One of the challenges for pet food producers across the board is managing recontamination risk. Having kill steps in the manufacturing process doesn’t eliminate the risk of recontamination after production.

Stella & Chewy’s has met that challenge as well. Per PetfoodIndustry.com, the company:

"Employs a UV technology that creates antimicrobial conditions in addition to the germicidal properties of UV, so that operations like grinding, patty-making and even packaging can be done without any concern of environmental contamination because pathogens are systematically destroyed in the environment when this technology is operating."

This is a state-of-the-art food processing method that when combined with high-pressure processing delivers pathogen-free finished product. Stella & Chewy’s has patented the system.

Is High Pressure Pasteurization the Answer?

According to Marie Moody, president and founder of Stella & Chewy’s, HPP is an excellent solution to anticipated FDA oversight of raw pet food production via the Food Safety Modernization Act. Moody is concerned that some raw pet food companies are spreading misinformation about HPP that could ultimately hurt the entire raw pet food industry. She feels HPP is really the only option to meet new FSMA regulations, and when raw pet food producers market against it, “They're taking our only option and obliterating it."

Moody makes the point that compliance with FSMA regulations will not be optional, but mandatory – a fact that some raw pet food producers may not fully understand. She says:

“We really, I think as an industry, need to make sure that we are all in compliance with the Food Safety Modernization Act, because it's not only the manufacturers that are impacted, it's also the retailers. Because the retailers have put money behind educating people on the benefits of raw food diets, and we need to be a viable and sustainable industry."

According to Dr. James Marsden, professor of food safety and security at Kansas State University, the new FDA initiative will greatly improve the safety of food in the U.S. Marsden says that while raw pet diets pose special challenges, most, if not all of the processed (not raw) pet food recalls have been due to recontamination. So the entire pet food industry is looking not only at ways to eliminate pathogens during processing, but also at how to prevent recontamination of finished product before it is packaged.

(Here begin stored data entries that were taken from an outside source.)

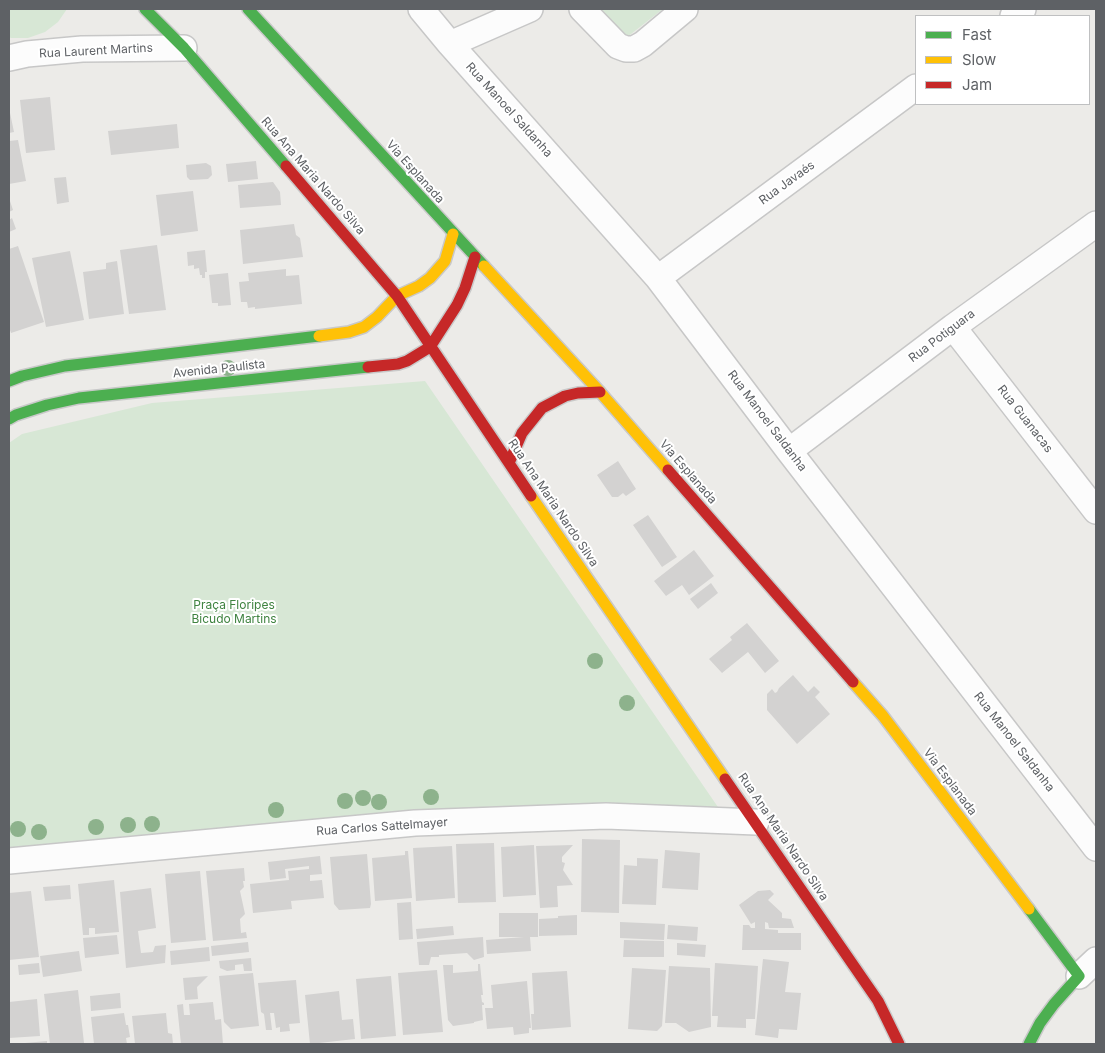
<!DOCTYPE html>
<html>
<head>
<meta charset="utf-8">
<style>
	body { margin:0 }
	#map { position:relative; width:1105px; height:1053px; overflow:hidden; background:#ecebe8; font-family:Inter,sans-serif }
	canvas { display:block }
	.frame { position:absolute; inset:0; border:10px solid #5e6165; pointer-events:none }
	.legend { position:absolute; left:915px; top:15px; width:175px; height:90px; box-sizing:border-box; background:#fff; border:1px solid #bfc0c1; margin:0; padding:6px 9px; list-style:none; font-size:15px; color:#5e6165 }
	.legend li { display:flex; align-items:center; gap:10px; height:25px }
	.legend b { width:25px; border:1px solid #bfc0c1 }
</style>
</head>
<body>
<div id="map">
<canvas width="1105" height="1053"></canvas>
<div class="frame"></div>
<ul class="legend">
<li><b style="height:6px;background:#4caf50"></b>Fast</li>
<li><b style="height:6px;background:#ffc107"></b>Slow</li>
<li><b style="height:6px;background:#c62828"></b>Jam</li>
</ul>
</div>
<script>
const ctx = document.querySelector('canvas').getContext('2d');
ctx.lineJoin = 'round';
function fill(path, color) { ctx.fillStyle = color; ctx.fill(path, 'evenodd'); }
const shape = rows => new Path2D(rows.map(r => 'M' + r).join(''));
function strokePath(path, color, width, dash) { ctx.strokeStyle = color; ctx.lineWidth = width; ctx.lineCap = dash ? 'butt' : 'round'; ctx.setLineDash(dash || []); ctx.stroke(path); }
function write(font, color, halo, rows, align = 'center') {
  ctx.font = font + ' Inter,sans-serif'; ctx.lineWidth = 4; ctx.setLineDash([]); ctx.textBaseline = 'middle'; ctx.strokeStyle = halo; ctx.fillStyle = color; for (const [text, x, y, turn = 0] of rows) {
    ctx.save(); ctx.translate(x, y); ctx.rotate((+turn || 0) * Math.PI / 180); ctx.textAlign = isNaN(turn) ? turn : align; if (halo) ctx.strokeText(text, 0, 0); ctx.fillText(text, 0, 0); ctx.restore();
  }
}
fill(shape([
	[9,9,67,9,58,22,45,32,28,38,11,38,9,37],
	[599,9,663,9,622,41],
	[425,381,720,810,420,811,9,848,9,443,22,434,152,403]
]), '#d7e7d5');
fill(shape([
	[50,97,55,150,26,153,20,100],
	[9,108,14,132,9,133],
	[177,124,179,148,111,155,108,131],
	[18,140,26,181,9,184,9,141],
	[256,161,258,179,228,182,226,164],
	[206,163,211,166,212,175,208,179,190,180,187,177,186,165],
	[66,177,69,202,57,204,54,178],
	[273,182,280,192,281,205,240,208,238,185],
	[193,191,198,231,161,236,156,195],
	[9,198,13,210,9,212],
	[12,218,16,229,9,232,9,220],
	[294,224,296,235,300,238,303,257,243,264,240,230],
	[157,245,166,310,129,314,120,250],
	[18,246,44,322,11,333,9,327,9,249],
	[205,250,207,272,205,272,205,278,202,278,202,275,200,275,199,268,194,269,194,265,188,266,187,252],
	[70,251,84,320,46,327,32,258],
	[117,261,124,314,89,319,83,272,106,269,106,263],
	[286,269,286,276,299,275,302,304,255,309,255,307,248,308,247,302,241,302,239,282,249,281,248,273],
	[228,273,231,305,218,306,218,303,212,303,209,275],
	[618,461,636,489,626,496,623,493,618,497,612,497,597,475],
	[648,515,677,557,662,567,633,525],
	[694,550,714,576,689,595,682,585,666,596,654,581],
	[711,583,718,593,698,609,690,599],
	[747,623,779,661,765,673,748,652,722,673,709,659,732,640,730,637],
	[793,675,808,692,814,686,820,692,815,697,830,714,797,744,767,710,767,694,772,689,775,693,777,692,779,688],
	[582,839,620,840,619,913,581,912],
	[494,843,496,902,458,903,456,844],
	[534,845,536,895,503,897,501,847],
	[573,845,562,857,562,862,565,863,563,870,573,885,557,886,558,907,540,908,536,846],
	[452,846,455,898,416,901,413,848],
	[665,850,700,853,698,890,662,888],
	[405,851,408,851,412,898,375,901,372,858,405,855],
	[367,854,371,904,370,908,339,910,334,904,330,857],
	[320,856,322,874,310,875,310,881,322,880,324,898,291,901,292,909,253,913,250,884,289,880,288,871,309,869,309,866,285,869,286,878,270,880,268,862],
	[637,858,658,859,656,905,622,904,624,865,637,866],
	[244,868,245,881,243,881,244,887,240,891,245,914,240,919,241,933,246,932,247,938,213,941,206,871],
	[200,871,206,940,171,943,165,874],
	[114,880,119,932,95,934,95,928,89,928,89,935,83,935,78,884],
	[70,885,71,899,45,901,43,887],
	[151,888,156,928,138,931,141,953,153,952,155,946,166,945,165,963,126,968,120,892],
	[770,890,774,894,768,900,782,913,782,918,791,919,794,928,769,928,768,923,765,922,765,929,778,930,778,933,801,933,801,950,742,950,743,925,749,925,751,928,755,928,755,922,751,924,739,905,758,891],
	[31,891,39,957,9,960,9,893],
	[411,902,413,939,399,940,397,903],
	[499,913,538,913,538,937,530,937,531,951,487,954,486,940,524,937,499,937],
	[577,915,577,935,539,936,539,919,558,918,558,916],
	[620,922,665,924,664,940,620,938],
	[668,925,698,927,697,941,667,939],
	[453,926,454,935,417,939,416,929],
	[117,935,119,954,85,958,83,938],
	[483,937,484,957,474,960,467,953,439,955,439,957,431,957,429,965,419,965,417,942],
	[624,940,664,941,664,957,623,957],
	[248,942,249,952,212,956,211,946],
	[677,943,706,945,705,957,677,955],
	[209,947,210,961,171,965,170,951],
	[79,951,82,971,43,977,40,956],
	[251,958,252,971,244,971,243,964,235,965,235,970,227,971,220,968,219,961],
	[763,959,789,962,785,992,801,993,797,1030,779,1029,778,1038,755,1035],
	[39,963,40,973,19,975,18,965],
	[715,963,758,966,755,1019,746,1019,746,1028,717,1027,718,1016,712,1016],
	[478,964,480,964,483,995,481,995,482,1002,484,1003,484,1005,482,1005,483,1020,474,1022,474,1023,453,1026,448,1020,443,965,453,965,453,973,478,971],
	[669,966,710,968,711,1027,689,1032,676,1023,665,1023],
	[632,968,666,970,662,1026,657,1031,628,1029],
	[437,970,443,1032,403,1035,398,973],
	[567,971,571,1027,532,1030,531,1014,534,1014,532,973],
	[253,973,259,1026,231,1029,224,1022,219,976],
	[208,976,197,987,198,999,185,1000,183,978],
	[391,976,396,1036,361,1039,356,979],
	[296,980,300,1023,289,1024,290,1031,280,1032,280,1027,276,1028,274,1013,270,1013,272,1030,266,1030,264,1014,261,1012,258,983],
	[527,981,531,1028,529,1028,529,1033,514,1035,513,1027,487,1029,485,1008,493,1008,491,985],
	[78,990,84,1043,50,1044,44,994],
	[339,991,342,1020,353,1019,355,1039,310,1044,305,995],
	[120,993,121,1008,91,1011,90,996],
	[37,999,40,1036,9,1038,9,1002],
	[213,1002,215,1020,221,1019,223,1044,181,1044,177,1005,183,1004,184,1015,190,1015,189,1004],
	[124,1013,126,1025,128,1025,130,1037,126,1038,127,1044,94,1044,91,1017],
	[166,1013,168,1033,172,1034,173,1044,135,1044,132,1016],
	[47,1041,47,1044,26,1044,25,1043]
]), '#d3d2d1');
const street = shape([
	[421,9,450,44,658,278,789,451,1096,848],
	[582,9,618,46,626,49,634,49,643,44,685,9],
	[1013,16,1023,9],
	[450,44,530,9],
	[9,58,27,54,82,49,184,48],
	[658,278,916,87],
	[953,327,1096,511],
	[789,451,953,327,1096,224],
	[9,861,415,823,606,816,756,822],
	[1079,976,1096,960]
]);
const fast = shape([
	[145,9,184,48,286,166],
	[248,9,484,266],
	[9,381,22,376,65,366,319,336],
	[9,419,16,415,47,405,79,398,368,367],
	[1029,909,1079,976,1054,1004,1040,1023,1029,1044]
]);
const slow = shape([
	[484,266,600,392,668,470],
	[319,336,349,332,364,327,377,317,397,296,419,286,430,278,445,261,453,234],
	[531,496,725,779],
	[853,682,883,716,1029,909]
]);
const jam = shape([
	[286,166,397,296,531,496],
	[368,367,398,364,407,361,430,347,457,305,465,288,475,257],
	[509,463,522,433,542,408,565,396,578,393,600,392],
	[668,470,853,682],
	[725,779,878,1001,899,1044]
]);
strokePath(street, '#c7c7c7', 28);
strokePath(fast, '#c9c9c9', 14);
strokePath(slow, '#c9c9c9', 14);
strokePath(jam, '#c9c9c9', 14);
strokePath(street, '#fcfcfc', 25);
strokePath(fast, '#4caf50', 11);
strokePath(slow, '#ffc107', 11);
strokePath(jam, '#c62828', 11);
ctx.fillStyle = '#8db28c';
for (const [x, y] of [
	[228,368],
	[595,661],
	[627,703],
	[431,797],
	[363,798],
	[345,801],
	[379,802],
	[276,810],
	[152,824],
	[128,825],
	[96,827],
	[18,829],
	[39,832]
]) { ctx.beginPath(); ctx.arc(x, y, 8, 0, 2 * Math.PI); ctx.fill(); }
write('12px', '#5e6165', '#fff', [
	["Rua Laurent Martins",96,51,-3],
	["Rua Manoel Saldanha",509,110,48],
	["Via Esplanada",415,172,48],
	["Rua Ana Maria Nardo Silva",313,176,49],
	["Rua Javaés",787,183,-36],
	["Rua Potiguara",942,336,-37],
	["Avenida Paulista",219,369,-6],
	["Rua Guanacas",1025,419,52],
	["Rua Manoel Saldanha",767,421,53],
	["Via Esplanada",688,472,49],
	["Rua Ana Maria Nardo Silva",553,503,56],
	["Rua Manoel Saldanha",1014,742,52],
	["Via Esplanada",950,782,53],
	["Rua Carlos Sattelmayer",382,827,-4],
	["Rua Ana Maria Nardo Silva",783,837,56]
]);
write('12px', '#3f8340', '#fff', [
	["Praça Floripes",234,605],
	["Bicudo Martins",234,619]
]);
</script>
</body>
</html>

Will the Raw Pet Food Industry Survive the Food Safety Modernization Act?

Will the raw pet food industry be able to meet the FDA’s new requirements?

According to Melinda Miller, president of the North American Raw Petfood Association (NARPA), its members are well positioned. They have Hazard Analysis and Critical Control Point (HACCP) plans in place, operate in facilities that produce human food, and use advanced pathogen treatment and testing methods along with test and hold distribution. Per Miller:

"NARPA companies already meet or exceed most of the [Food Safety Modernization Act] requirements, and, by using test and hold distribution for many years now, they have been operating at higher food safety levels than most of the companies producing dry/canned pet foods.”

Ms. Miller distinguishes between NARPA and non-NARPA companies, and makes the unfortunate accusation that non-members are “doing little to nothing in the way of food safety.”  She warns that it will be one of these non-NARPA member that is “likely to be involved in some problematic, raw diet ‘event’.”

I’m not in agreement with Miller’s suggestion that any raw pet food producer who doesn’t belong to her organization isn’t interested in the safety of its products. I do certainly hope raw pet food manufacturers understand they must comply with the requirements of the new Food Safety Modernization Act, and I hope the growth of the raw pet food segment continues, as it offers pet parents healthy, species-appropriate alternatives to processed pet food.